Early in the morning we caught a train from the station near our hotel in Brussels to the airport. At the Brussels airport we saw the sign below asking which food was your favorite Flemish food. I can't really answer that since I'm not sure we had any of the dishes shown in the picture. Embarrassing considering how long we were in Belgium.
Arriving in the Dublin airport I saw the sign in the picture below written in both Irish and English. Since my heritage is mostly Irish I've always wondered what it would be like to learn Irish. Unfortunately I'm terrible at learning new languages and there isn't much use of it outside of Ireland. And everyone I met in Ireland also spoke English. It looks and sounds like a lovely language.
To introduce us to Dublin we had booked a walking tour for the early afternoon. Our tour started at The Spire.
The Spire sits at the site of the former Nelson Pillar which was completed in 1809. Long a tourist attraction it was unpopular with the local residents since it honored an Englishman and many Irish saw England as an oppressor. Ireland gained independence from the UK in 1922 but it wasn't until 1966 that the Irish Republican Army (IRA) damaged the pillar with a bomb. The now unsafe Nelson Pillar was torn down six days later but remained an empty site until the spire was built between 2002 and 2003.

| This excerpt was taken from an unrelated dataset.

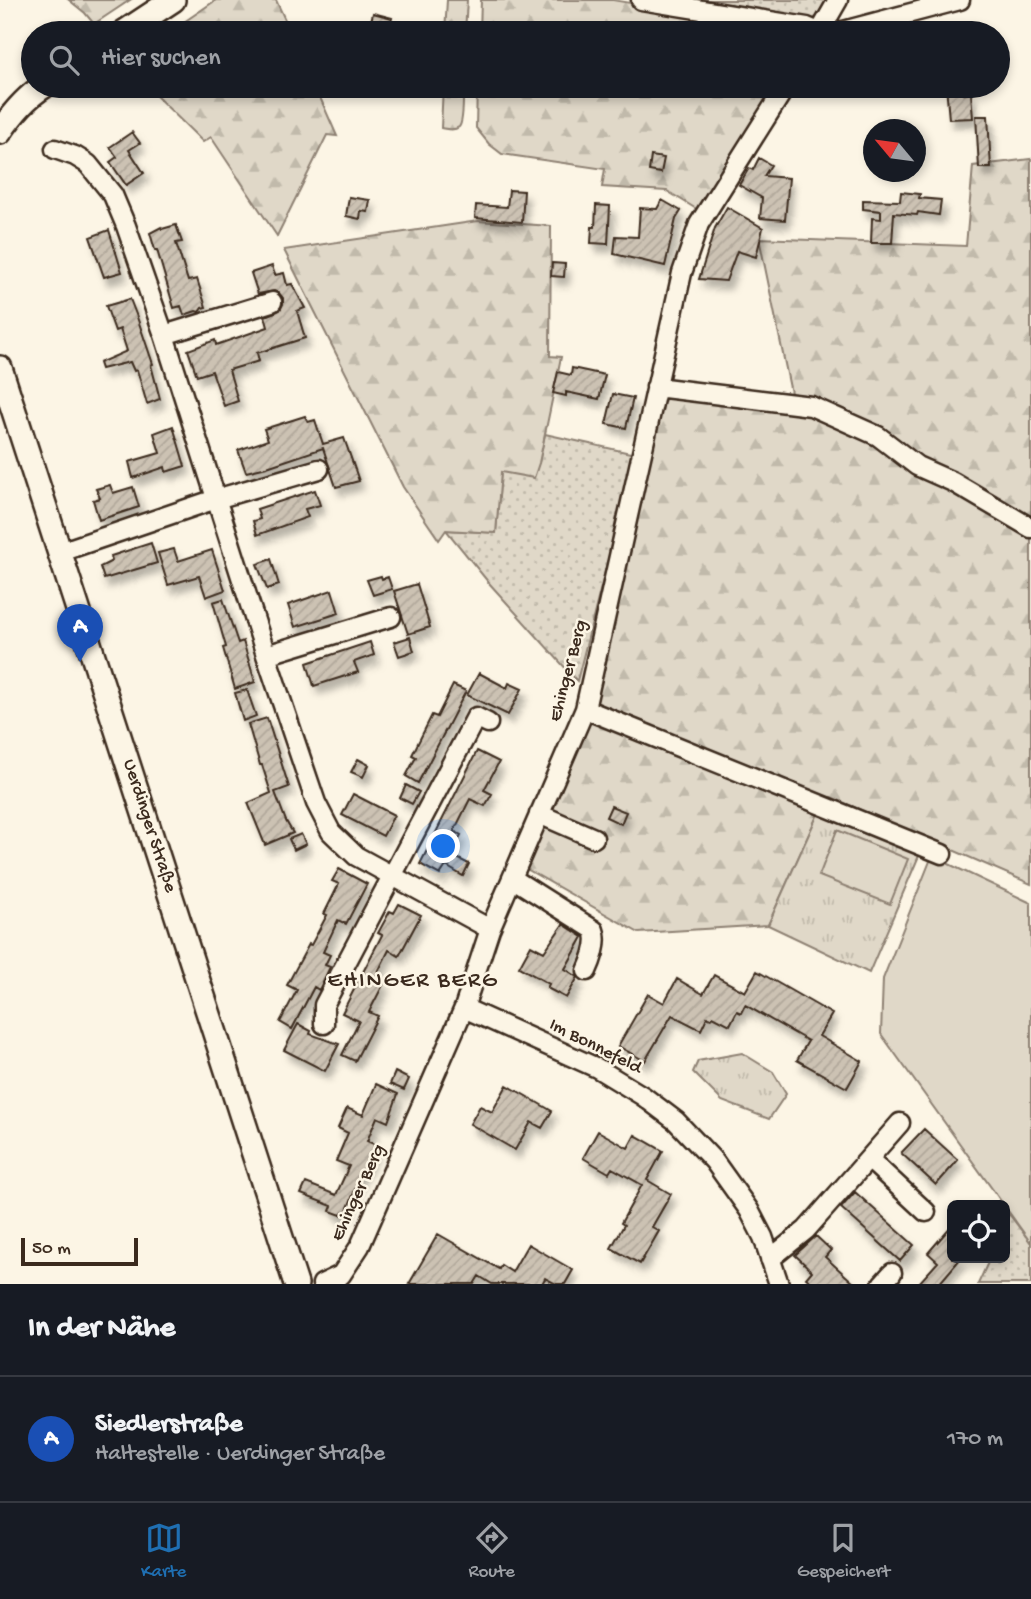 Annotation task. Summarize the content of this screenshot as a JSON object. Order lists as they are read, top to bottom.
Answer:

Our tour guide for the private walking tour took us around much of Dublin, but there was so much it was difficult to keep track of all of it. He actually did a very good job though, taking us around some of the highlights of the restaurants, entertainment and academic areas of Dublin, then along the Grand Canal so we could take some lovely pictures as shown in the picture below, and then through the quickly growing tech area where Google, Facebook, Amazon and Microsoft among other tech companies are expanding their footprint in Europe. Ireland is a good place for tech companies since it's an English speaking country, still part of the EU, has a corporate tax rate less than the US and, probably most importantly, a well educated but less expensive labor force.